▶ What to produce
Gather every line below where "solid" appears.

▶ Working data
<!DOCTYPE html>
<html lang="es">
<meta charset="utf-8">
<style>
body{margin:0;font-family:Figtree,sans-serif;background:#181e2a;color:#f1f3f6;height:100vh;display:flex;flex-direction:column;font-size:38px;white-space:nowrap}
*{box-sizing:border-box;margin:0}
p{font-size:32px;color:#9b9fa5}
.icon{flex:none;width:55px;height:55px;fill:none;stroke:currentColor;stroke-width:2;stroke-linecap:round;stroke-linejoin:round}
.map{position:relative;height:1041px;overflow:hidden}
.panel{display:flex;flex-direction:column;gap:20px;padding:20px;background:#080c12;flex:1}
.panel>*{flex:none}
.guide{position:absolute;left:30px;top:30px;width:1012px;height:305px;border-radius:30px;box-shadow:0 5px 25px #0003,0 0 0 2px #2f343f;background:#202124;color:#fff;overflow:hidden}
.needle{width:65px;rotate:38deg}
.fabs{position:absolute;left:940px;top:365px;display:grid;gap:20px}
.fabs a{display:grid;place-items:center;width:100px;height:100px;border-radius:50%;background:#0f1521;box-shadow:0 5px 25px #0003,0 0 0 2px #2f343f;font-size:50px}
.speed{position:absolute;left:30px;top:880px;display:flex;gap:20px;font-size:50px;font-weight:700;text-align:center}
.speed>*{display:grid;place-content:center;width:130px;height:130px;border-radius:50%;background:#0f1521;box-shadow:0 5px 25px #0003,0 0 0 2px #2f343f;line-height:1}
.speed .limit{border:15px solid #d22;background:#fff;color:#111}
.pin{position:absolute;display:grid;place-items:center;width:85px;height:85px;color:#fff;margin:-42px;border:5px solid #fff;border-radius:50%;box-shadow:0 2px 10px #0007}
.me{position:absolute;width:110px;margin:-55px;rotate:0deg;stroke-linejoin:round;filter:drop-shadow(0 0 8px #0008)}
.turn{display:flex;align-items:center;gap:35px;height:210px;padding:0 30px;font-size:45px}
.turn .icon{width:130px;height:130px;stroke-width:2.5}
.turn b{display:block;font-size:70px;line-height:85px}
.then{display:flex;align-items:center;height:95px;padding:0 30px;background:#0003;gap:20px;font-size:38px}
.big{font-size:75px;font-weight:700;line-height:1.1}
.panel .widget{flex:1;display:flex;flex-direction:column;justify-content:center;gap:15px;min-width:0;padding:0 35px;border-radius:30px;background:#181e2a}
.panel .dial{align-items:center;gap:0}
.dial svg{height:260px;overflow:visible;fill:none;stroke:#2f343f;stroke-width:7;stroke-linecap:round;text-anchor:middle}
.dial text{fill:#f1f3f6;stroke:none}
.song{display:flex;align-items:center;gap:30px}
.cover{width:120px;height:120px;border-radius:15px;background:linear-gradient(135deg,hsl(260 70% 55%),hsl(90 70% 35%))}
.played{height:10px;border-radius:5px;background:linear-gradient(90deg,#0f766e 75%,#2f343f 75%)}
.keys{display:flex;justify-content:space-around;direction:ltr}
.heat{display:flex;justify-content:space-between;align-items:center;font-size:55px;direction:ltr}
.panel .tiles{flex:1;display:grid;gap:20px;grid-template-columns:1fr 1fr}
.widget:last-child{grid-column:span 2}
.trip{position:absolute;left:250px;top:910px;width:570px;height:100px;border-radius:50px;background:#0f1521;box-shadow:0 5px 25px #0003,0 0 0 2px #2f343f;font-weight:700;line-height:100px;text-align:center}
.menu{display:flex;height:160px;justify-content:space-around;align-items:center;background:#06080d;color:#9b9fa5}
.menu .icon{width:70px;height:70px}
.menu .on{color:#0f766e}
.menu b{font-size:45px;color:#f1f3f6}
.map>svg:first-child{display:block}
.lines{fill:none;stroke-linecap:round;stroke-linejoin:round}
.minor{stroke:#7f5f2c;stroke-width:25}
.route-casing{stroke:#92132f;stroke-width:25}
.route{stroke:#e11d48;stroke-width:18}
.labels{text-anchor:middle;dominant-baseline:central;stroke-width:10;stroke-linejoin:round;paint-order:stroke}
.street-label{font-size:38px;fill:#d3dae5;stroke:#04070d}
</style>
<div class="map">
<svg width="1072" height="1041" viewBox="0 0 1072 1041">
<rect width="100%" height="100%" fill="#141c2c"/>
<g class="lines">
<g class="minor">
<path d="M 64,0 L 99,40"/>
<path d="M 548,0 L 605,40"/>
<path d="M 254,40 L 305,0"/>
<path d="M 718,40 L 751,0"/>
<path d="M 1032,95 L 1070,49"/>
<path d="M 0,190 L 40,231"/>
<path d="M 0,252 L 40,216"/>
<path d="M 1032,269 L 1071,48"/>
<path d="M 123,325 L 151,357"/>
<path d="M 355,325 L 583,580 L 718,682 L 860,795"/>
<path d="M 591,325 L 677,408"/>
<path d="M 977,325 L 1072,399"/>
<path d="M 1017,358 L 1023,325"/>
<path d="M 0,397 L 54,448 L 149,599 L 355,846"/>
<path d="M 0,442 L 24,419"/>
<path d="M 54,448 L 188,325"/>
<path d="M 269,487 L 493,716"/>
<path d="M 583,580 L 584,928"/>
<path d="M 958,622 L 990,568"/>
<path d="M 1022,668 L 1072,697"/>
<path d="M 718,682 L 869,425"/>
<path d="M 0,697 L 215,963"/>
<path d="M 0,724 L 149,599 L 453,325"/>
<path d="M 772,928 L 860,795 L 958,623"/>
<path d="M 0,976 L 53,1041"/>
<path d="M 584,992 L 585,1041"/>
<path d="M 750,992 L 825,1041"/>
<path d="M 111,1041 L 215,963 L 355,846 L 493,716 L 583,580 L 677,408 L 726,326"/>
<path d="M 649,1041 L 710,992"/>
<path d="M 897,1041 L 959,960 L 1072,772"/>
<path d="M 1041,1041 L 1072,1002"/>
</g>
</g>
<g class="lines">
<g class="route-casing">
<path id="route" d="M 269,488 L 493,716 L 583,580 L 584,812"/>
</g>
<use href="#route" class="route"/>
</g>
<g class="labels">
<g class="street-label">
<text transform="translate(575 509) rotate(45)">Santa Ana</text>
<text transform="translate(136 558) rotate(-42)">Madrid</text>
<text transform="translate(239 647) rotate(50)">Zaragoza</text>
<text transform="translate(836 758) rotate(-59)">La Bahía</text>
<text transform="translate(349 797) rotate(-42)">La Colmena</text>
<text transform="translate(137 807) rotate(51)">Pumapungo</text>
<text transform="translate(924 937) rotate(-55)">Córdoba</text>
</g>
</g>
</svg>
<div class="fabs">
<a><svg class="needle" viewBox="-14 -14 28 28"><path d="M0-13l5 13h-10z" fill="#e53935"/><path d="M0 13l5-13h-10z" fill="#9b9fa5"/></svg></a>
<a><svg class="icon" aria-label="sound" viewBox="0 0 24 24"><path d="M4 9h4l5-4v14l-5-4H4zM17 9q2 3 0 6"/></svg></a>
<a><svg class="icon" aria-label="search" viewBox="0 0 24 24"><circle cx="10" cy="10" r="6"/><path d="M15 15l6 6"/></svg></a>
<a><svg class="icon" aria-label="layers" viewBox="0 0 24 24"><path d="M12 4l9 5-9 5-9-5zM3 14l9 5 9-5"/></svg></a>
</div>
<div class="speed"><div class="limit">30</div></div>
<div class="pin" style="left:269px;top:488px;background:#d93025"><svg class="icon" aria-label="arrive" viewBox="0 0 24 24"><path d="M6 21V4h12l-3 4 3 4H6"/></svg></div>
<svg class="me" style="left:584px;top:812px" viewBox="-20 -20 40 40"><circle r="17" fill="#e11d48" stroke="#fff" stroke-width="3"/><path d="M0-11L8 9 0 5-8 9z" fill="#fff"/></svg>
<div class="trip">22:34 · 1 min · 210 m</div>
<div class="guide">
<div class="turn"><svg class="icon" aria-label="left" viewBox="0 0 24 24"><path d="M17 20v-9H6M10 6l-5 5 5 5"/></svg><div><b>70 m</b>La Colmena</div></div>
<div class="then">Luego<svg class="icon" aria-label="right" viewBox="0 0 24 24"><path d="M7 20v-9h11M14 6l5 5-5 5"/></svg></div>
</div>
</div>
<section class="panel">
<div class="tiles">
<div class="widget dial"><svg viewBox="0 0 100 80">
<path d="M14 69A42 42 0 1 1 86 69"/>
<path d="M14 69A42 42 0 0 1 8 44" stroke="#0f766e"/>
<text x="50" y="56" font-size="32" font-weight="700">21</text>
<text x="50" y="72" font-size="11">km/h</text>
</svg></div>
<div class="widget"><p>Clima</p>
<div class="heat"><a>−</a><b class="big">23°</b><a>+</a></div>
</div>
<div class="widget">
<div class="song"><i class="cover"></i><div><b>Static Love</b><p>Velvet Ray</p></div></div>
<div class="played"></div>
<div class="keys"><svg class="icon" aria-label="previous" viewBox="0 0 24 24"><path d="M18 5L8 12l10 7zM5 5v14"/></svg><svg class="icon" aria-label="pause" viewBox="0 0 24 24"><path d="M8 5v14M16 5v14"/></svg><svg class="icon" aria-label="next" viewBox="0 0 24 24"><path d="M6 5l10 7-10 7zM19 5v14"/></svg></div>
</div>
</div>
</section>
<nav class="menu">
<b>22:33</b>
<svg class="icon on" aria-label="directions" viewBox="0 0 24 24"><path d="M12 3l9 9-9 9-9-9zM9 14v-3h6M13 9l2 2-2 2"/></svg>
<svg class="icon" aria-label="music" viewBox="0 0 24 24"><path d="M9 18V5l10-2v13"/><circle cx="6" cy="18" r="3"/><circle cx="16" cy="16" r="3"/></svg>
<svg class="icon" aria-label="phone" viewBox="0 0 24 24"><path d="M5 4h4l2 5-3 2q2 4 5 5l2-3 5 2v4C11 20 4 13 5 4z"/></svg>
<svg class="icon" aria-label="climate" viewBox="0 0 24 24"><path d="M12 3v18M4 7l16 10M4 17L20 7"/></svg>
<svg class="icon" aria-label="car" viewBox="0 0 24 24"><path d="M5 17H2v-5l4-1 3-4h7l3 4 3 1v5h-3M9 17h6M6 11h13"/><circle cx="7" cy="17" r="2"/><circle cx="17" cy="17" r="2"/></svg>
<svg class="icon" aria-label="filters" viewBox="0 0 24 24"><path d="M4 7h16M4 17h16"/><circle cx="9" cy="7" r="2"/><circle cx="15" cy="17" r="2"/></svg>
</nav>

▶ Result below
.speed .limit{border:15px solid #d22;background:#fff;color:#111}
.pin{position:absolute;display:grid;place-items:center;width:85px;height:85px;color:#fff;margin:-42px;border:5px solid #fff;border-radius:50%;box-shadow:0 2px 10px #0007}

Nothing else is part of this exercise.